Top of DATA EXCERPTS
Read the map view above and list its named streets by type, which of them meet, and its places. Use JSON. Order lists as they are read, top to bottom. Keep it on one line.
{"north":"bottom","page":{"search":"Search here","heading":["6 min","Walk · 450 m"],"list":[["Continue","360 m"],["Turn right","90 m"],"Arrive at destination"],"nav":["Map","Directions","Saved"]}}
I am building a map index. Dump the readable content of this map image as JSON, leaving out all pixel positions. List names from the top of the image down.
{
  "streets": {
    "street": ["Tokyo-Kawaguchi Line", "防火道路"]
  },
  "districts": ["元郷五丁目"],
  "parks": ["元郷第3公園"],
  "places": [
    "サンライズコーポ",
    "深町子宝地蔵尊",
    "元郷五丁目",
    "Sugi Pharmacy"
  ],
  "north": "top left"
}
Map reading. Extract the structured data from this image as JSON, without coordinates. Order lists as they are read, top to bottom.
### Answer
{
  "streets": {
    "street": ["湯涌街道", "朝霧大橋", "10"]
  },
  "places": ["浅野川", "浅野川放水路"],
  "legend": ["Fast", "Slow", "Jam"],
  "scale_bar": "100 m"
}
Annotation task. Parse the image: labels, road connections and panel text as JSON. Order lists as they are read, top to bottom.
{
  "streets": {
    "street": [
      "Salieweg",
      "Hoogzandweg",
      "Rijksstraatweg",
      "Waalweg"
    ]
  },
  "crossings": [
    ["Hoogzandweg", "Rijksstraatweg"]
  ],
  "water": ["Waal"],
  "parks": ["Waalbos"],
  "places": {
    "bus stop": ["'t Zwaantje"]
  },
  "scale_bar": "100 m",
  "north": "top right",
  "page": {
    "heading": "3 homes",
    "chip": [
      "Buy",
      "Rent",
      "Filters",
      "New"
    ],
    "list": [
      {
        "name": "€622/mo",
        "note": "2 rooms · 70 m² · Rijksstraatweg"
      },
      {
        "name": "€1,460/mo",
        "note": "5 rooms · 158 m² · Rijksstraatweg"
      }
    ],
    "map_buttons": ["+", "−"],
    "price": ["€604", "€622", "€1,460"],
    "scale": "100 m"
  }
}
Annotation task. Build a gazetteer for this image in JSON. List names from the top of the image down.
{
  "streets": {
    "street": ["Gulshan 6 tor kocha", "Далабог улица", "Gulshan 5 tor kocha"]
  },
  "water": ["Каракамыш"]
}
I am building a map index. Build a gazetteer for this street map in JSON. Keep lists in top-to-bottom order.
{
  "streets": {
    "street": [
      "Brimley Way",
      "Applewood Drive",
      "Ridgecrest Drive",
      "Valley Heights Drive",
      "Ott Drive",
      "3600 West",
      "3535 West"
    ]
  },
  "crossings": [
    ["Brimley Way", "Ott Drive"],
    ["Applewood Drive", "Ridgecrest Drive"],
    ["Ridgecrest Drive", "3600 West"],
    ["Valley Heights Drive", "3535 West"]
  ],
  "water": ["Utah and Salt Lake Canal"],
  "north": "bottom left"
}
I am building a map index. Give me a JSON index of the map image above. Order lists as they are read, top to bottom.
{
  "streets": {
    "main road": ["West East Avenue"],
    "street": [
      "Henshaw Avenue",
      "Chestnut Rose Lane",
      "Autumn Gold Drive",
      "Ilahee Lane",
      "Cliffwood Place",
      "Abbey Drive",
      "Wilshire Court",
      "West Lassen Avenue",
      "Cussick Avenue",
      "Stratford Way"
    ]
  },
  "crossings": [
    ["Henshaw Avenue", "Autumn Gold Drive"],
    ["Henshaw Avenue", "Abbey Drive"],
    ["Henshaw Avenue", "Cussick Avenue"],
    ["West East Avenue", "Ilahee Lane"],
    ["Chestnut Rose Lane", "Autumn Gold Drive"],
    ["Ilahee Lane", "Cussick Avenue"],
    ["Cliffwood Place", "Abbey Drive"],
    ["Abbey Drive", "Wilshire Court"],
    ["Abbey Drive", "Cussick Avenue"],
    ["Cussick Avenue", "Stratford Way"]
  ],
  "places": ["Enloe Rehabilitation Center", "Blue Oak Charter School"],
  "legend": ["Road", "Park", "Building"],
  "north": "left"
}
Bottom of DATA EXCERPTS
**WHAT TO DO:** Provide a verbatim reproduction of all the records.

**REPLY TO THE EXERCISE:**
Read the map view above and list its named streets by type, which of them meet, and its places. Use JSON. Order lists as they are read, top to bottom. Keep it on one line.
{"north":"bottom","page":{"search":"Search here","heading":["6 min","Walk · 450 m"],"list":[["Continue","360 m"],["Turn right","90 m"],"Arrive at destination"],"nav":["Map","Directions","Saved"]}}
I am building a map index. Dump the readable content of this map image as JSON, leaving out all pixel positions. List names from the top of the image down.
{
  "streets": {
    "street": ["Tokyo-Kawaguchi Line", "防火道路"]
  },
  "districts": ["元郷五丁目"],
  "parks": ["元郷第3公園"],
  "places": [
    "サンライズコーポ",
    "深町子宝地蔵尊",
    "元郷五丁目",
    "Sugi Pharmacy"
  ],
  "north": "top left"
}
Map reading. Extract the structured data from this image as JSON, without coordinates. Order lists as they are read, top to bottom.
### Answer
{
  "streets": {
    "street": ["湯涌街道", "朝霧大橋", "10"]
  },
  "places": ["浅野川", "浅野川放水路"],
  "legend": ["Fast", "Slow", "Jam"],
  "scale_bar": "100 m"
}
Annotation task. Parse the image: labels, road connections and panel text as JSON. Order lists as they are read, top to bottom.
{
  "streets": {
    "street": [
      "Salieweg",
      "Hoogzandweg",
      "Rijksstraatweg",
      "Waalweg"
    ]
  },
  "crossings": [
    ["Hoogzandweg", "Rijksstraatweg"]
  ],
  "water": ["Waal"],
  "parks": ["Waalbos"],
  "places": {
    "bus stop": ["'t Zwaantje"]
  },
  "scale_bar": "100 m",
  "north": "top right",
  "page": {
    "heading": "3 homes",
    "chip": [
      "Buy",
      "Rent",
      "Filters",
      "New"
    ],
    "list": [
      {
        "name": "€622/mo",
        "note": "2 rooms · 70 m² · Rijksstraatweg"
      },
      {
        "name": "€1,460/mo",
        "note": "5 rooms · 158 m² · Rijksstraatweg"
      }
    ],
    "map_buttons": ["+", "−"],
    "price": ["€604", "€622", "€1,460"],
    "scale": "100 m"
  }
}
Annotation task. Build a gazetteer for this image in JSON. List names from the top of the image down.
{
  "streets": {
    "street": ["Gulshan 6 tor kocha", "Далабог улица", "Gulshan 5 tor kocha"]
  },
  "water": ["Каракамыш"]
}
I am building a map index. Build a gazetteer for this street map in JSON. Keep lists in top-to-bottom order.
{
  "streets": {
    "street": [
      "Brimley Way",
      "Applewood Drive",
      "Ridgecrest Drive",
      "Valley Heights Drive",
      "Ott Drive",
      "3600 West",
      "3535 West"
    ]
  },
  "crossings": [
    ["Brimley Way", "Ott Drive"],
    ["Applewood Drive", "Ridgecrest Drive"],
    ["Ridgecrest Drive", "3600 West"],
    ["Valley Heights Drive", "3535 West"]
  ],
  "water": ["Utah and Salt Lake Canal"],
  "north": "bottom left"
}
I am building a map index. Give me a JSON index of the map image above. Order lists as they are read, top to bottom.
{
  "streets": {
    "main road": ["West East Avenue"],
    "street": [
      "Henshaw Avenue",
      "Chestnut Rose Lane",
      "Autumn Gold Drive",
      "Ilahee Lane",
      "Cliffwood Place",
      "Abbey Drive",
      "Wilshire Court",
      "West Lassen Avenue",
      "Cussick Avenue",
      "Stratford Way"
    ]
  },
  "crossings": [
    ["Henshaw Avenue", "Autumn Gold Drive"],
    ["Henshaw Avenue", "Abbey Drive"],
    ["Henshaw Avenue", "Cussick Avenue"],
    ["West East Avenue", "Ilahee Lane"],
    ["Chestnut Rose Lane", "Autumn Gold Drive"],
    ["Ilahee Lane", "Cussick Avenue"],
    ["Cliffwood Place", "Abbey Drive"],
    ["Abbey Drive", "Wilshire Court"],
    ["Abbey Drive", "Cussick Avenue"],
    ["Cussick Avenue", "Stratford Way"]
  ],
  "places": ["Enloe Rehabilitation Center", "Blue Oak Charter School"],
  "legend": ["Road", "Park", "Building"],
  "north": "left"
}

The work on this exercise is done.